About this exercise » Once you reach the line holding "trace(secondary, '#3a270c', 14);", write out that line and every later one exactly, ending with the last line of the data; write nothing else.

Provided information section start

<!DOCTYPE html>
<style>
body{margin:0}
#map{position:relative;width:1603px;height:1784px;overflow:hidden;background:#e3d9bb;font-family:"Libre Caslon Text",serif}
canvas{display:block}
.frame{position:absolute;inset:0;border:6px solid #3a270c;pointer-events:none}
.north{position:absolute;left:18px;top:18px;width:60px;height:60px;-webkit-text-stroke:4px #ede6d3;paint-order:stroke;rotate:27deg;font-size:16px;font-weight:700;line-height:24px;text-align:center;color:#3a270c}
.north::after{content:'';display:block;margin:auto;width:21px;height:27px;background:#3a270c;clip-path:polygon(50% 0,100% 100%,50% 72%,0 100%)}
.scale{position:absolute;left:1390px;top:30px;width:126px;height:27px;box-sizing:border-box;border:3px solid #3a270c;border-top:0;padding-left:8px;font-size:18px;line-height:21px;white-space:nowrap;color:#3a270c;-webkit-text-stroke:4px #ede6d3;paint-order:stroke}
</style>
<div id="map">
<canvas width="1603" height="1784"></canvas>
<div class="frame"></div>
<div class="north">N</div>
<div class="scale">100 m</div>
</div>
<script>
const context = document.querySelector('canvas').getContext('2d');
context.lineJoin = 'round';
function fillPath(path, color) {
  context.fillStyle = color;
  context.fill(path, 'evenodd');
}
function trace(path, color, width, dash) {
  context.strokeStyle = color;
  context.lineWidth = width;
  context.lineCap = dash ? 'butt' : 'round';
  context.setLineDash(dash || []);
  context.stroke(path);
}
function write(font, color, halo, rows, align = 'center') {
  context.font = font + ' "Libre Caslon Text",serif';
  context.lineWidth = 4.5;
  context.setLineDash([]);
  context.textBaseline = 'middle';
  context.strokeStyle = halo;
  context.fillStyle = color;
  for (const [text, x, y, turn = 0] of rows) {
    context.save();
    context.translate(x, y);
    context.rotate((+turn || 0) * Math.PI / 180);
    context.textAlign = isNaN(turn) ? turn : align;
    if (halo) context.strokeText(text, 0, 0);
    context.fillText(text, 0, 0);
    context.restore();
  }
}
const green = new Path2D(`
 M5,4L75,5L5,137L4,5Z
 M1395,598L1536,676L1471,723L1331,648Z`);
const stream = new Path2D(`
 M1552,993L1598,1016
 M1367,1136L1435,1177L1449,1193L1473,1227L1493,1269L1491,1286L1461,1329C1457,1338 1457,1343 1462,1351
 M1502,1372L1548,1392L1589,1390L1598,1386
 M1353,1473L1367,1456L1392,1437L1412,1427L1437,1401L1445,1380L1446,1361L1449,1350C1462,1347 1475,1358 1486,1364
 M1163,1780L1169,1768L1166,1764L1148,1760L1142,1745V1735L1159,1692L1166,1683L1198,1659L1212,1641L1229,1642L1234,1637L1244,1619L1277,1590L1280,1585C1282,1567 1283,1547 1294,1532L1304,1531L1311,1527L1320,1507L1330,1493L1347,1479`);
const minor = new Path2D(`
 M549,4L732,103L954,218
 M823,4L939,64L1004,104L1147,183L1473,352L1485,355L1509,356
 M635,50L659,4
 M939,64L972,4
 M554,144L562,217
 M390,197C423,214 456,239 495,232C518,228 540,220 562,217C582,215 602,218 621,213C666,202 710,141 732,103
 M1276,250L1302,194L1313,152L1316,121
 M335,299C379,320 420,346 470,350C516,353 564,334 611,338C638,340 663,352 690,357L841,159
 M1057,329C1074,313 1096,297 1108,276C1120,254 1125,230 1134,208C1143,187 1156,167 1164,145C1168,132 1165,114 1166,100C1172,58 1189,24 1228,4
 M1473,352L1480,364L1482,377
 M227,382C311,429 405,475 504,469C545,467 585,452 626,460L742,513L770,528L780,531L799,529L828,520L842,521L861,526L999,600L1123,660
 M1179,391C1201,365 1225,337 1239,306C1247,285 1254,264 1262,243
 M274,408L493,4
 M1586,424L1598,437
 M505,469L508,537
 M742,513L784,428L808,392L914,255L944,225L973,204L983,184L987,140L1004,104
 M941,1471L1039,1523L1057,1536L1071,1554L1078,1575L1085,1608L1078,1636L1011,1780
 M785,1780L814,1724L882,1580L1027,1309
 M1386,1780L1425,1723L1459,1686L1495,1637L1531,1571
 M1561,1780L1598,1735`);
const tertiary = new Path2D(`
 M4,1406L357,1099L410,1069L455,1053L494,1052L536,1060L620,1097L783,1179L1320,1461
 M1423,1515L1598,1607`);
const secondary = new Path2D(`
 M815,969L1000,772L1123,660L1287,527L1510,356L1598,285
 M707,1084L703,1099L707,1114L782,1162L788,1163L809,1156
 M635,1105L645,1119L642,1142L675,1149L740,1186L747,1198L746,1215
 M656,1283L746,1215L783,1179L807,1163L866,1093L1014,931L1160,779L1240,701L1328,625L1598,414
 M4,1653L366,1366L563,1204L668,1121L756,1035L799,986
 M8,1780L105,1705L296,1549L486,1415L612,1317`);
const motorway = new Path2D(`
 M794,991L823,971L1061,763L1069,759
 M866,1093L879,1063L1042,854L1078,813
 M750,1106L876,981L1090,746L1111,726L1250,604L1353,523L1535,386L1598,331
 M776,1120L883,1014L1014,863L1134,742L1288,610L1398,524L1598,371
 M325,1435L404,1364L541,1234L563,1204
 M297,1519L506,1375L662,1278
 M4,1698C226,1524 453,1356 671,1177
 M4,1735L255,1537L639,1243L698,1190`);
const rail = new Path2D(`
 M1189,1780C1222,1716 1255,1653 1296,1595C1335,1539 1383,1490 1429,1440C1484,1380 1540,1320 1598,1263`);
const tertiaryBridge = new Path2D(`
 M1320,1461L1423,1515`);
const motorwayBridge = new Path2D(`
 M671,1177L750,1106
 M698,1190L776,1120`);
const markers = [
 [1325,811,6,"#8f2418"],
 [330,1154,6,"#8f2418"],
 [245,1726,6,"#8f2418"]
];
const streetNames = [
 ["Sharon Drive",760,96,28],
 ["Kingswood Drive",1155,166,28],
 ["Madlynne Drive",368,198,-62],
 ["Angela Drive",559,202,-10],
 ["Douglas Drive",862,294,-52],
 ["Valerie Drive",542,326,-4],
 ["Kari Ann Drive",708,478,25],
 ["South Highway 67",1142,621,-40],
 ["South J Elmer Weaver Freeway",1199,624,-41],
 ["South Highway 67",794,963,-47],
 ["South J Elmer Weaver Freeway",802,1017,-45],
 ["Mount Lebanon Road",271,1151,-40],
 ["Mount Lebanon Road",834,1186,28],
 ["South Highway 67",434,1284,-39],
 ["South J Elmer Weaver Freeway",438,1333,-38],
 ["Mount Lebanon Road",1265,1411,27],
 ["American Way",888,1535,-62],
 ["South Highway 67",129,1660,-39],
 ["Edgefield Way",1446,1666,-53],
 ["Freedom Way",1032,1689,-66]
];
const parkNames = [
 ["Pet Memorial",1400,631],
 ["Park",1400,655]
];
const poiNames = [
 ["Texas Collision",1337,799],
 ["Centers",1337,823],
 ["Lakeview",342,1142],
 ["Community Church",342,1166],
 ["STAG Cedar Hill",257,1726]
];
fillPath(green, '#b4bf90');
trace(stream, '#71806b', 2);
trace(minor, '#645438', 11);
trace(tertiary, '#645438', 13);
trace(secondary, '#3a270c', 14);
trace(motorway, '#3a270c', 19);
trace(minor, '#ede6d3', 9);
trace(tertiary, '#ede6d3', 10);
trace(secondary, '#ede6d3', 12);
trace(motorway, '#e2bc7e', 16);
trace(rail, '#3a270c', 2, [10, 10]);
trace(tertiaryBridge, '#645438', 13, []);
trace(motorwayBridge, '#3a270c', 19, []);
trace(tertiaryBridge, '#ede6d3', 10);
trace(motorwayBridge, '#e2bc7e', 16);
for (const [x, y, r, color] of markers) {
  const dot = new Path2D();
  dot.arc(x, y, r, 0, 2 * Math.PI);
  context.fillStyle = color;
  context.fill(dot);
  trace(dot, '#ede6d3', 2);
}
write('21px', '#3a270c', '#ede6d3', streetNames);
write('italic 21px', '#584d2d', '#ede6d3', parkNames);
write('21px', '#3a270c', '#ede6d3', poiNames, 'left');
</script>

Provided information section end

Solution for this problem »
trace(secondary, '#3a270c', 14);
trace(motorway, '#3a270c', 19);
trace(minor, '#ede6d3', 9);
trace(tertiary, '#ede6d3', 10);
trace(secondary, '#ede6d3', 12);
trace(motorway, '#e2bc7e', 16);
trace(rail, '#3a270c', 2, [10, 10]);
trace(tertiaryBridge, '#645438', 13, []);
trace(motorwayBridge, '#3a270c', 19, []);
trace(tertiaryBridge, '#ede6d3', 10);
trace(motorwayBridge, '#e2bc7e', 16);
for (const [x, y, r, color] of markers) {
  const dot = new Path2D();
  dot.arc(x, y, r, 0, 2 * Math.PI);
  context.fillStyle = color;
  context.fill(dot);
  trace(dot, '#ede6d3', 2);
}
write('21px', '#3a270c', '#ede6d3', streetNames);
write('italic 21px', '#584d2d', '#ede6d3', parkNames);
write('21px', '#3a270c', '#ede6d3', poiNames, 'left');
</script>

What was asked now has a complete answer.